The expected output is each line below containing "lane", copied in full.

-- DATA SUPPLIED follows --

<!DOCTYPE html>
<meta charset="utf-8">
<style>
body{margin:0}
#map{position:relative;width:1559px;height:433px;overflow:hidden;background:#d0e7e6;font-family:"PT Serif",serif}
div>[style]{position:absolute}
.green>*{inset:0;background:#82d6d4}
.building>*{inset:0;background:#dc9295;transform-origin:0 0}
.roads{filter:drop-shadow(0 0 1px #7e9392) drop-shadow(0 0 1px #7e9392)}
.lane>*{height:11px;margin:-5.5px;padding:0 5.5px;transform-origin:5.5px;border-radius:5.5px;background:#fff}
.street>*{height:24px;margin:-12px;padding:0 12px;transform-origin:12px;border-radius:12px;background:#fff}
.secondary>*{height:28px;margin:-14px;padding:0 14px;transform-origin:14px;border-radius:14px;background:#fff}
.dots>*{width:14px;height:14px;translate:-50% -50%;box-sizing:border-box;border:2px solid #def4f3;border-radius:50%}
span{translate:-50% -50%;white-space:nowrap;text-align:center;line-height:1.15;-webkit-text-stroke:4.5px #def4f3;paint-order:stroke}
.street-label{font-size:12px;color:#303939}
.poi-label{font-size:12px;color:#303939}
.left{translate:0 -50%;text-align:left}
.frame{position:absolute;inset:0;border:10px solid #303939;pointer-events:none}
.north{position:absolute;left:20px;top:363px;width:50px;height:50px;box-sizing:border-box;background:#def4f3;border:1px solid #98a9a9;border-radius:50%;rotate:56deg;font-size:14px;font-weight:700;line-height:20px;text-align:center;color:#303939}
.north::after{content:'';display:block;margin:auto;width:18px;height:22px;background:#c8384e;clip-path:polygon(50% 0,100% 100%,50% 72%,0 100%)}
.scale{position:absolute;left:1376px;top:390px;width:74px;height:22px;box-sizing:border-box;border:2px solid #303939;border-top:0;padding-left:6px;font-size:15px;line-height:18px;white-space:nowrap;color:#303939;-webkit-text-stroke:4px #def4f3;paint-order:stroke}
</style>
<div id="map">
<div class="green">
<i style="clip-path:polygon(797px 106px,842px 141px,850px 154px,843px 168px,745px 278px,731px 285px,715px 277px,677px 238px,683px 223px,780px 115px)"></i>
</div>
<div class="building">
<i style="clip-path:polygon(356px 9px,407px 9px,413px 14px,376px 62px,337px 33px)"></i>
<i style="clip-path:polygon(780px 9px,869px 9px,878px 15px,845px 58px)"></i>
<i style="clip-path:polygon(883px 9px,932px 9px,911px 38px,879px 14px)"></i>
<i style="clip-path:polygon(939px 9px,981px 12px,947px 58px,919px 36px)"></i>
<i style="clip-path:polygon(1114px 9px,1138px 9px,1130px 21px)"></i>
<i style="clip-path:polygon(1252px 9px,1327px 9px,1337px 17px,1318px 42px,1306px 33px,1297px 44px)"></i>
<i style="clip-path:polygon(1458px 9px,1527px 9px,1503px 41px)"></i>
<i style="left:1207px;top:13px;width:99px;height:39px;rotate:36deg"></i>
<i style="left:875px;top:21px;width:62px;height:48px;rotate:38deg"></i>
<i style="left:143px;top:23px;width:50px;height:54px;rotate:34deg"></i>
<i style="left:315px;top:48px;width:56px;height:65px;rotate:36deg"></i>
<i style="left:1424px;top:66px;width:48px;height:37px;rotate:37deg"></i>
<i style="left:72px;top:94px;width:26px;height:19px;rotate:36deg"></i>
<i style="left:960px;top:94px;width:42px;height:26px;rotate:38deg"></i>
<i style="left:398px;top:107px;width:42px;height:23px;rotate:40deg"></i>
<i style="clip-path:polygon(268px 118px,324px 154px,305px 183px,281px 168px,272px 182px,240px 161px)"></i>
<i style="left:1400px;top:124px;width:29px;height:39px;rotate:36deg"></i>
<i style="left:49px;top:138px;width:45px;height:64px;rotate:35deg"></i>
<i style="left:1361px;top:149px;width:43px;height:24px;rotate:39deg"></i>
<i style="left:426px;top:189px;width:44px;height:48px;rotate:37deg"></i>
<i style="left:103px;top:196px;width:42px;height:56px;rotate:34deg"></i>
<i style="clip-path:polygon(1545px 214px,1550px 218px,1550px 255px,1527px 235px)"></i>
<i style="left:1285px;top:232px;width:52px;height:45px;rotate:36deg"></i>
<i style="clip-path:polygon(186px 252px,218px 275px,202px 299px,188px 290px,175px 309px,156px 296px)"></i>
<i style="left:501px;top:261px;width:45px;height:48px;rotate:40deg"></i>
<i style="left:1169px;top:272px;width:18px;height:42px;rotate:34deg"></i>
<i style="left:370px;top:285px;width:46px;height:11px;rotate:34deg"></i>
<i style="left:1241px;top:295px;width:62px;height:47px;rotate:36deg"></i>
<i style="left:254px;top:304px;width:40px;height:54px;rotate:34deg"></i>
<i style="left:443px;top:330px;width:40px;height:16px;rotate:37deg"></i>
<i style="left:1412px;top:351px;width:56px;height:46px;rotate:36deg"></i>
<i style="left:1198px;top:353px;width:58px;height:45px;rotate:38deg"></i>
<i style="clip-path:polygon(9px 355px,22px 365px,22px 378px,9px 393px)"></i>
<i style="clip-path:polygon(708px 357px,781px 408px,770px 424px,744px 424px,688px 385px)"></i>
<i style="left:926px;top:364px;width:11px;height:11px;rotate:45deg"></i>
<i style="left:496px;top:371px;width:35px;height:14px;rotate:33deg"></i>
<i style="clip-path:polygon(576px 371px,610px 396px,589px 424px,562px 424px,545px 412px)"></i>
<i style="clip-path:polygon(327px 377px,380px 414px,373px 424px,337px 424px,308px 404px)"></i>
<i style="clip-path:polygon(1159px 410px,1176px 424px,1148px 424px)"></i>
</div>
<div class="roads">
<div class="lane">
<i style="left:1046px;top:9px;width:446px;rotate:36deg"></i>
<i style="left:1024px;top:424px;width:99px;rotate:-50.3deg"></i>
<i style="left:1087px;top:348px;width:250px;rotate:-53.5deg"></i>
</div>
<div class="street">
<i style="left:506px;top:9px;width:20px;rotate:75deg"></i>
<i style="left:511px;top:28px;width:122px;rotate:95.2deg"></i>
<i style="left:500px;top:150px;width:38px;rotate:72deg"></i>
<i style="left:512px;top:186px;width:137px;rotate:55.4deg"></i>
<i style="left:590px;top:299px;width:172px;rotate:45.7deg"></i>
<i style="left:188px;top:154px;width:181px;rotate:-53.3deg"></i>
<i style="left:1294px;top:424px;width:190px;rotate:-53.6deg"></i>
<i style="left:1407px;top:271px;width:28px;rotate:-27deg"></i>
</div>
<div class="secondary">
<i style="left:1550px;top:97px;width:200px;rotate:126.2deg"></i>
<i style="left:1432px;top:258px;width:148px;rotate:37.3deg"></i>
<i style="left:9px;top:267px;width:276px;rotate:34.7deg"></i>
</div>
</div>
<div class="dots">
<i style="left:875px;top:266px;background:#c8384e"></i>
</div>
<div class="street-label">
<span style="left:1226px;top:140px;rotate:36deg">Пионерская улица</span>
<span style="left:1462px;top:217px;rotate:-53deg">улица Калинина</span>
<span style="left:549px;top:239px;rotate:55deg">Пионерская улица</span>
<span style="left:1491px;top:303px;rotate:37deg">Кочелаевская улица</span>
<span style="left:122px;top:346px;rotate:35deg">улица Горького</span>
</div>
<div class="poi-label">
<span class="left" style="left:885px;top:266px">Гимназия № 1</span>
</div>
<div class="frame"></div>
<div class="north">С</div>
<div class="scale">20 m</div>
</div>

-- DATA SUPPLIED concluded --

ANSWER FOR THIS EXERCISE
.lane>*{height:11px;margin:-5.5px;padding:0 5.5px;transform-origin:5.5px;border-radius:5.5px;background:#fff}
<div class="lane">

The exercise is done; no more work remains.